Over the years it seems making homemade wine has become a lost art. Why would one waste so much time just to save a few dollars when a bottle of “better tasting” wine can be picked up on our way home from the grocery store?
Truth is, although it is more cost effective to make wine at home, that wasn’t the only reason—it seemed to be more about pride. The wine drinking ritual was a pretty standard practice: guests would come over, a bottle of wine was put on the table, and the bragging would begin. This was usually followed by the taste-test and a counter-invitation made by the guest, something like, “this is good, but you need to try my wine.”

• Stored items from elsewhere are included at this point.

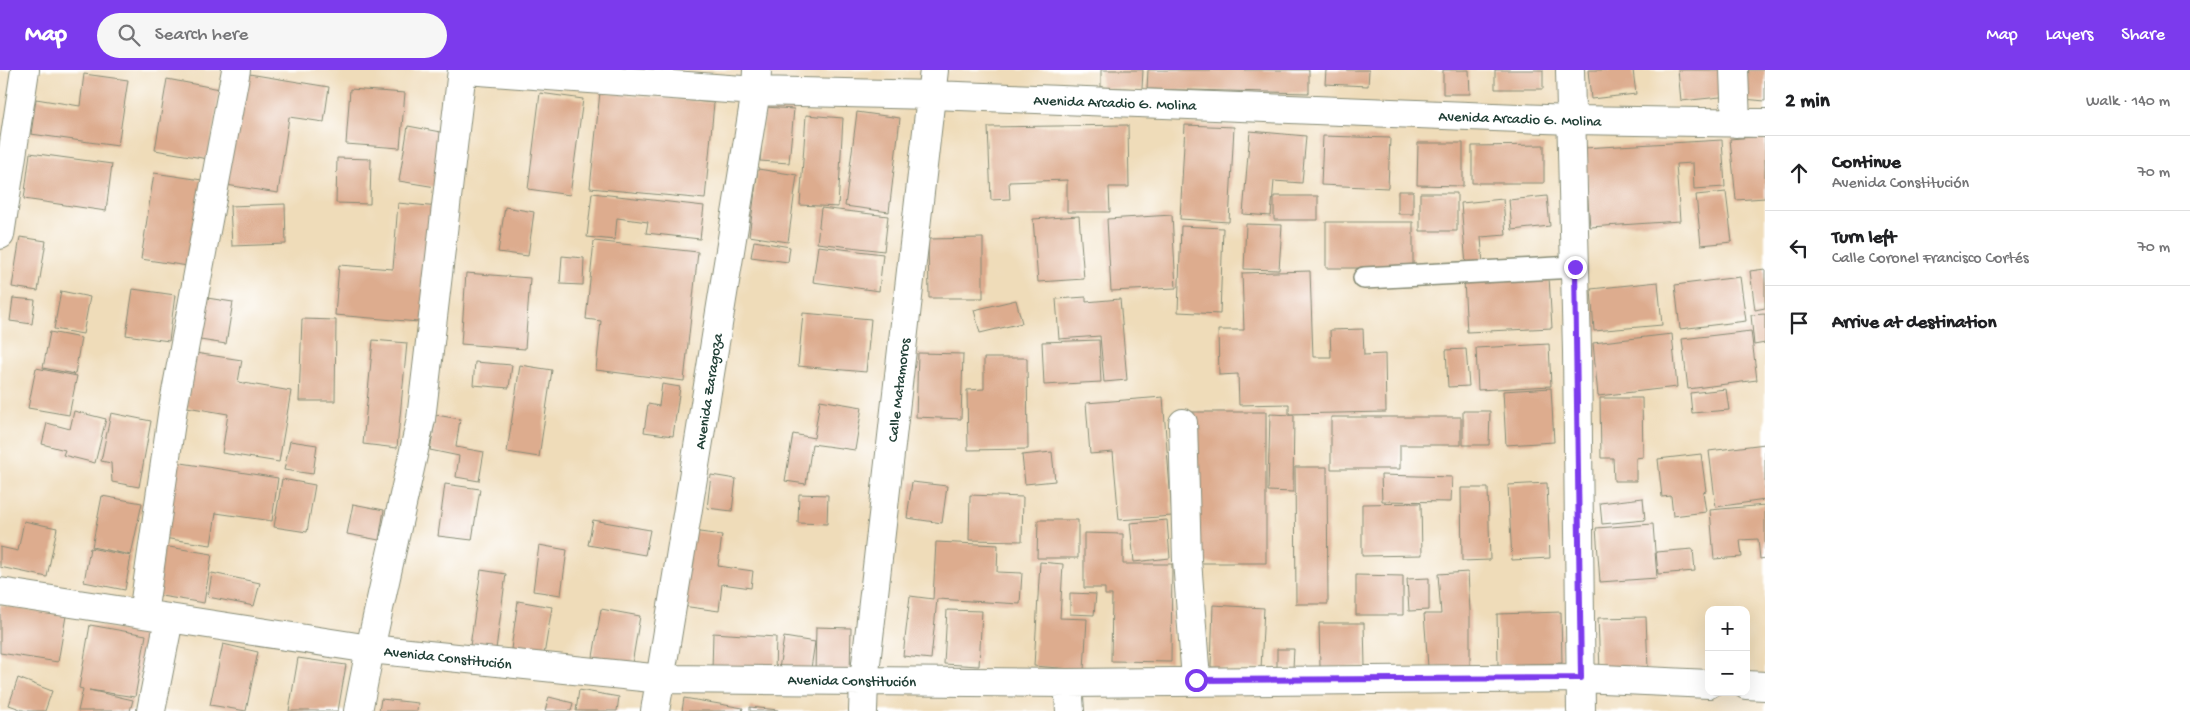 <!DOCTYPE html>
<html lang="en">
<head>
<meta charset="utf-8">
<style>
	body { margin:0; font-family:"Gochi Hand",sans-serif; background:#f6f6f6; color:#202124 }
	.controls { position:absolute; right:15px; bottom:15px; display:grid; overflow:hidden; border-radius:10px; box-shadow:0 5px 20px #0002 }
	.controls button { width:45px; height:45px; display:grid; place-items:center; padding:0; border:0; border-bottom:1px solid #e0e0e0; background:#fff; color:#202124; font:25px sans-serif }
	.stop { position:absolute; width:15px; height:15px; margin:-11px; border:4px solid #7c3aed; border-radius:50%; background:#fff }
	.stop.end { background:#7c3aed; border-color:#fff; box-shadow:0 1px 5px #0008 }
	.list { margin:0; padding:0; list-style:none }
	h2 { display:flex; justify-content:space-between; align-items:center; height:65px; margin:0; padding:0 20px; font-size:21px }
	h2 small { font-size:16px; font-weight:400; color:#757577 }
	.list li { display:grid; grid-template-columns:32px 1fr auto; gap:15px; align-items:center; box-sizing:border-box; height:75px; padding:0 20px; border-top:1px solid #e0e0e0 }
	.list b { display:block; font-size:19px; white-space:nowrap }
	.list p { margin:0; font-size:16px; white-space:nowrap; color:#757577 }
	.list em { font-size:16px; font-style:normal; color:#757577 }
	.icon { flex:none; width:28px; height:28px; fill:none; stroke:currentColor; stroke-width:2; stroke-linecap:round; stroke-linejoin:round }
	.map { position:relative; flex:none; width:1765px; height:641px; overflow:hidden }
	header { display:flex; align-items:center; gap:30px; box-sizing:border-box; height:70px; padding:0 25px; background:#7c3aed; color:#fff }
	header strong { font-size:24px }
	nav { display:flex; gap:28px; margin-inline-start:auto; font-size:18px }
	.search { width:350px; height:45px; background:#f6f6f6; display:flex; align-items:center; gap:12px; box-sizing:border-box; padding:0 18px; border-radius:28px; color:#757577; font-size:19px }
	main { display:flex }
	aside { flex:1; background:#fff }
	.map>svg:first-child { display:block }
	.building { fill:#ddac8e }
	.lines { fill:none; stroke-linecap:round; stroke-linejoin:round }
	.lane-casing { stroke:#878c76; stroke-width:24 }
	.street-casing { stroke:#878c76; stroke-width:30 }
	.lane { stroke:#fff; stroke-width:21 }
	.street { stroke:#fff; stroke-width:28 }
	.route { stroke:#7c3aed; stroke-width:6 }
	.labels { text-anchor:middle; stroke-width:4; stroke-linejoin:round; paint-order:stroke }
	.street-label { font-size:15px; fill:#1f3d34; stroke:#fff }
</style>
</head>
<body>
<header>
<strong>Map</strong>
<div class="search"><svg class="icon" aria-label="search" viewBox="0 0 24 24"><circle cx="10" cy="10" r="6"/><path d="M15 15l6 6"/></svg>Search here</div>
<nav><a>Map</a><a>Layers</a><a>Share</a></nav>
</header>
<main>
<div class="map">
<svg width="1765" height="641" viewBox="0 0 1765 641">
	<rect width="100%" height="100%" fill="#fff"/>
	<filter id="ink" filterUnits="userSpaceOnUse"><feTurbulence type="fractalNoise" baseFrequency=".02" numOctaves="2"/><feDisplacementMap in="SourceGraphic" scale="10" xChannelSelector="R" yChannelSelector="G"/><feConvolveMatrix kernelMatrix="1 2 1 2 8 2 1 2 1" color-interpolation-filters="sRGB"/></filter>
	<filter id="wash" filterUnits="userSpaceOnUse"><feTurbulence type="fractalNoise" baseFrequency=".0096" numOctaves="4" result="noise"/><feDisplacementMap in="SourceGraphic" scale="20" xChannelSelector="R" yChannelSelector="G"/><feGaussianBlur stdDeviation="1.12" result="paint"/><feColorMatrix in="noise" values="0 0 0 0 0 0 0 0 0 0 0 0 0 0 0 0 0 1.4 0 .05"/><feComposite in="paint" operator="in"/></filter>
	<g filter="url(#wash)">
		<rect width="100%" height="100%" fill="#efdcb9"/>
		<g id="blocks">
			<path class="building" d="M1101,0H1143L1142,19L1101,17Z
				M1148,0H1309V23L1147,19Z
				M1326,0H1369L1368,16L1325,14Z
				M1443,0H1469L1470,24H1443Z
				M1495,0H1543V19H1495Z
				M1588,0H1633L1636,24L1591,29Z
				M1678,0H1728L1730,26L1681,31Z
				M1746,0H1765V31L1744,29Z
				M243,3L329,17L324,52L289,47L278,123L226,115Z
				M84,4L128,10L118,76L31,64L36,29L80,36Z
				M167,9L220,19L208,89L155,80Z
				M350,19L405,23L400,78L346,74Z
				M600,22L714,33L705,129L590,118Z
				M540,23L583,29L570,125L528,119Z
				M765,37L794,39L789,93L760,91Z
				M857,42L900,48L889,142L845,136Z
				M806,45L843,48L838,137L800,135Z
				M1128,55L1129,117H1109L1110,142H1067V110L1009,112L1010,129L991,130L988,57Z
				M1185,55L1234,57L1229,152L1180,149Z
				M408,56L451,64L442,118L399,111Z
				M1250,61L1306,66L1302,113L1274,111L1271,146L1243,144Z
				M1323,66L1390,68L1388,118L1321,115Z
				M1765,66V128L1736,130L1730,69Z
				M1722,70L1725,117L1694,119L1693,93L1676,94L1680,151L1590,157L1584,78Z
				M1418,73H1463V116L1417,115Z
				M1544,75V113H1472V76Z
				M30,83L112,94L106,141L24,129Z
				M337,88L371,89L370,134L336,133Z
				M758,99L797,105L788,172L749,166Z
				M154,103L202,110L188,196L141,189Z
				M1398,121H1413V144H1398Z
				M1726,122L1732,172L1701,175L1696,125Z
				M592,123L704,136L700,169L646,163L648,152L617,148L615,170L587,167Z
				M1420,123H1457V161H1420Z
				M1274,126H1318V150H1274Z
				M1547,126L1550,156L1512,160L1509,130Z
				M1503,129L1506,165L1481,167L1483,195L1466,196L1461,133Z
				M398,133L439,137L430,253L335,245L339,195L393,199Z
				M285,134L286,174L232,176L230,136Z
				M505,137L534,142L528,186L498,182Z
				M821,138L888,146L884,181L817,173Z
				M1172,145L1176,218L1111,221L1107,149Z
				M1079,146L1084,209L1038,212L1033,149Z
				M1326,152H1413V198H1326Z
				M1246,154L1282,155L1279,200L1244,199Z
				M1181,156L1223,158L1220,244L1178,242Z
				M20,167L46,171L38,221L12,217Z
				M983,168V228H929L928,169Z
				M594,171L698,182L684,311L596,300L601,251L586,249Z
				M754,171L790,177L788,192L751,187Z
				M818,176L883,184L879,221L813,212Z
				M562,186L584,188L583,215L560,214Z
				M1765,199V238L1755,240L1750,201Z
				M1310,201L1313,287H1331L1330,260L1363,259L1364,285L1385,284L1386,342L1289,344V334L1239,335L1238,304L1219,305L1218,260H1244L1242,203Z
				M466,203L530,208L525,279L461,274Z
				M1549,207L1552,258L1467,262L1464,211Z
				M1740,207L1746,251L1680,259L1675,215Z
				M1658,212L1662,255L1594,261L1591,219Z
				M133,219L175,225L169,271L126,265Z
				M61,221L90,227L83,264L54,259Z
				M1086,227V232L1120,229L1127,310L1104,312L1100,266L1059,269L1056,229Z
				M13,228L35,230L32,254L10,251Z
				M207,228L233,232L226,274L200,270Z
				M1016,230L1022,253L980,263L974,240Z
				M803,243L871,249L866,302L798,296Z
				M1765,244V273L1754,275L1751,245Z
				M302,249L336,250L335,331H299Z
				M1751,261L1757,310L1688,319L1682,269Z
				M50,262L81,268L75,304L43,298Z
				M1672,264L1677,317L1598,326L1593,273Z
				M373,270L407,273L397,378L363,374Z
				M1099,270L1101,312L1044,315L1042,272Z
				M1549,274L1551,316L1478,320L1476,278Z
				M1466,279L1469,316L1448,317L1446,280Z
				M195,283L242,290L238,312L291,321L279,392L222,383L228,344L187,337Z
				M918,283L963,284L961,349L916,347Z
				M984,288H1027L1028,379L968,380L967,320L984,319Z
				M475,292L512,295L509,318L473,315Z
				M520,295L552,300L539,387L507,382Z
				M36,298L77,306L69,345L28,338Z
				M662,314L680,317L673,366L644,362L648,334L659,336Z
				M1551,318L1554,372L1506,375L1503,321Z
				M1726,319L1729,340L1692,343L1690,323Z
				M1163,327L1172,446L1119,450L1113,382L1090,384L1086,333Z
				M1600,328H1642L1643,387L1636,388V411H1614L1613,388H1601Z
				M820,330L862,337L855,380L812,374L806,414L785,411L793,364L814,368Z
				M74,341L106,349L95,393L63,385L65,380L42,374L47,353L70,359Z
				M1463,341H1490L1489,375H1463Z
				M1192,342H1266V493H1192Z
				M111,343L151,351L139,417L112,412L111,393L101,391Z
				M1270,344L1294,345L1293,422L1268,421Z
				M436,345L460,349L456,377L484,382L479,411L456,407L459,386L430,380Z
				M1331,347H1461V375H1400V399H1331Z
				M290,371L317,375L313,404L284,400Z
				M1765,374V430L1716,437L1709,381Z
				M1052,382L1055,411L1025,414L1022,385Z
				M1701,384L1706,421L1703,422L1706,442L1673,446L1671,426L1662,427L1658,389Z
				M175,392L278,408L272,451L216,443L211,475L163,468Z
				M1295,397H1327L1328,534H1296Z
				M711,405L736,409L732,441L707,438Z
				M1381,405L1452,407L1451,432L1382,431Z
				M282,409L315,415L307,462L274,457Z
				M912,412L947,416L942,453L907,448Z
				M1547,413L1550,488L1512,490L1508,415Z
				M445,414L480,419L472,470L438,466Z
				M1461,418H1488L1490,490L1462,491Z
				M799,424L828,425L827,454L798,453Z
				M970,425L1023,427L1022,471L969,470Z
				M102,426L142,433L131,485L92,477Z
				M1643,428L1645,450L1602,454L1600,433Z
				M1421,433L1422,485L1362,486V434Z
				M353,434L384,440L379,470L347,464Z
				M1765,435V488L1760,489L1758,469L1740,470L1742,487L1714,489L1710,440Z
				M593,450L650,460L645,485L588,475Z
				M1038,450H1078V488H1037Z
				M1167,450L1170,488L1134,492L1130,453Z
				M24,451L57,458L47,507L0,497V477L18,481Z
				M1653,454L1657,508L1600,512L1596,458Z
				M692,461L722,465L718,496L753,501L751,518L722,514L719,541L682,536Z
				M1084,463L1123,464V494H1172L1171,592L1111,591L1112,525H1105V518H1084Z
				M936,472L998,475L997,502L1022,503L1020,534L937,529L931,589L903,586L910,526L933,529Z
				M539,475L567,480L561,525L533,521Z
				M163,476L212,484L204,533L155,525Z
				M90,478L131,486L125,520L84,512Z
				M1693,479L1695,501L1658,504L1656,482Z
				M1040,492L1063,494L1060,548L1087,549L1084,600L1034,596Z
				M481,500L506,504L496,579L470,576Z
				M1468,502L1470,541V597H1428L1424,544H1441L1438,504Z
				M212,503L260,513L254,536L208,527Z
				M1356,505L1403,506V545H1356Z
				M1429,508V540L1409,541L1407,509Z
				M1070,523L1096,524L1094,545L1070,544Z
				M518,531L552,537L544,585L511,579Z
				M0,535L66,546L58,592L0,583Z
				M1213,535L1264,538L1261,599L1211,597Z
				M601,539L640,546L632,594L593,587Z
				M947,540L982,541L979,596L944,594Z
				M1561,542L1562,593L1498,595L1497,544Z
				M1646,547L1648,599L1600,601L1598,548Z
				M1319,553H1364L1365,597H1320Z
				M90,555L146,565L135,627L89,620L133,630L130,641H78L83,619L79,618Z
				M816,557L851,558L850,603L815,602Z
				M713,563L776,567L775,602L712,600Z
				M784,567L815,572L810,605L779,599Z
				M223,574L258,582L246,641L210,635Z
				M1277,579H1294L1293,598L1277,597Z
				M298,588L346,595L338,641H289Z
				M18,608L52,621L45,641H26L9,635Z
				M579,620L619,627L617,641H576Z
				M549,627L573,633L571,641H545Z
				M684,628L743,638L742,641H682Z
				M381,629L418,633L417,641H379Z
				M750,637L778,640V641H750Z"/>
		</g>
	</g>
	<g filter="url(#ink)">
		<use href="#blocks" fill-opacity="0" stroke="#878c76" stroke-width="1"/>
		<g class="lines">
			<defs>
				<path id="lane" d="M1364,208L1575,197"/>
				<path id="street" d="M466,0L756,21L933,25L1572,50L1765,53
					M1570,0L1577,281L1581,641
					M1734,0L1736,53
					M0,165L25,0
					M1183,353L1187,490L1196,610
					M0,522L370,579L662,609L1068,613L1581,608L1709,614
					M143,544L173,338L236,0
					M1068,613L1070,641
					M1746,615L1765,616
					M151,641L169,549
					M358,641L370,579L421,349L462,0
					M655,641L756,21L757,0
					M863,641L864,611L934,0"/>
			</defs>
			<use href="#lane" class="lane-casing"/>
			<use href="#street" class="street-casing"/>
			<use href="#lane" class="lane"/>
			<use href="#street" class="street"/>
		</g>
	</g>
	<g class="lines" filter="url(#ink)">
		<path class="route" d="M1196,610L1581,608L1575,197"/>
	</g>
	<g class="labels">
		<g class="street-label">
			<text transform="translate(1115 32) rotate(2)" y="5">Avenida Arcadio G. Molina</text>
			<text transform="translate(1520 48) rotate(2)" y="5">Avenida Arcadio G. Molina</text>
			<text transform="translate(898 320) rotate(-83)" y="5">Calle Matamoros</text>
			<text transform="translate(708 321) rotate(-81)" y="5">Avenida Zaragoza</text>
			<text transform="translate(448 587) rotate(6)" y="5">Avenida Constitución</text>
			<text transform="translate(852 610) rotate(1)" y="5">Avenida Constitución</text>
		</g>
	</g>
</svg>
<div class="controls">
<button>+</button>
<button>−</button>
</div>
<div class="stop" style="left:1196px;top:610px"></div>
<div class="stop end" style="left:1575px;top:197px"></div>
</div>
<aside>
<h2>2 min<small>Walk · 140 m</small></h2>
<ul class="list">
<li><svg class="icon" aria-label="ahead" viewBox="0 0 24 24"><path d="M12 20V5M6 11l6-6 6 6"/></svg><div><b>Continue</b><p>Avenida Constitución</p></div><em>70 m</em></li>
<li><svg class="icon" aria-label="left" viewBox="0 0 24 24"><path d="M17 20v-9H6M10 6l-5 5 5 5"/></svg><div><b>Turn left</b><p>Calle Coronel Francisco Cortés</p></div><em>70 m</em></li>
<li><svg class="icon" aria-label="arrive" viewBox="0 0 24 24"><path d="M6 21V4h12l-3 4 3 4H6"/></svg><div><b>Arrive at destination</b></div></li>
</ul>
</aside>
</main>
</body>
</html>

In the 21st century, many people have put away the press and turned to buying pails of juice to fill their barrels. Although this process is less labour intensive and ultimately produces the same product, for those of us who are nostalgic, it’s missing the connection to our past. Naturally, there are critics of this method. Some “experts” claim it’s poorer quality and that they can tell the difference between the two… this, of course is hooey. Trust me, I’ve seen it with my own eyes. I witnessed the same person tricked on two different occasions. The first time this gentleman was visiting a friend and said the wine was quite good considering it was made from juice—he was wrong. A year later, the same man was having dinner at the same friend’s house and praised the wine… because it was made from grapes—wrong again, this year’s batch was made from juice.
Wine rant: To the know-it-all-wine-connoisseurs out there, most people cannot tell the difference between a $15 bottle and a $50 bottle—in fact, most experts can’t even tell the difference (in blind taste tests, they rate the same wines differently). If you think you can, good for you, but I say hooey… again.
Making wine seems like it could be something quite complex. A search of the inter-webs will turn up thousands of recipes, videos and theories on how to make your own home brew—everything from one-hour wine made using fruit juice from your local grocery store, to complex sets of instructions using sulfites, stabilizing additives, enzymes, yeasts and acid control additives. It doesn’t need to be that complex. Wine is a living, breathing organism—it doesn’t need a chemist, it needs a babysitter.
The old-school recipe for making wine that I’ve seen used by (basically) everyone is quite simple. The only difference being the winemaker’s choice of grapes:
CLEAN: Equipment must spotless—sanitation is key
CRUSH: Traditionally done by stomping on the grapes, most people find a hand crank crusher to be a convenient option. Make sure to leave the skins and stems—this is natures wild yeast.
PRIMARY FERMENTATION: Let the must ferment for a few days until a cap of grape skins rises.
STIR: Push the cap down and stir the wine a couple of times a day for the next two or three days.
FILL: Start filling you barrel or demijohn with the fermented juice.
PRESS: All those remaining skins contain lots of juice, so press them, collect the juice and add this to the barrel. (Some people make moonshine like aguardente or grappa by distilling the fermented grape skins… but that’s a story for another issue!)
SECONDARY FERMENTATION: Cap the barrel with a water filled air lock to let the gas escape without letting outside air enter. The wine will bubble and burp for a month or so.
RACKING: Syphon the wine to a new barrel leaving the sediment behind.
RACK AGAIN: Do this after 2 months.
BOTTLE: Do this around Easter.
DRINK & ENJOY: You’re now ready to transform grapes into a homemade wine that is [hopefully] great.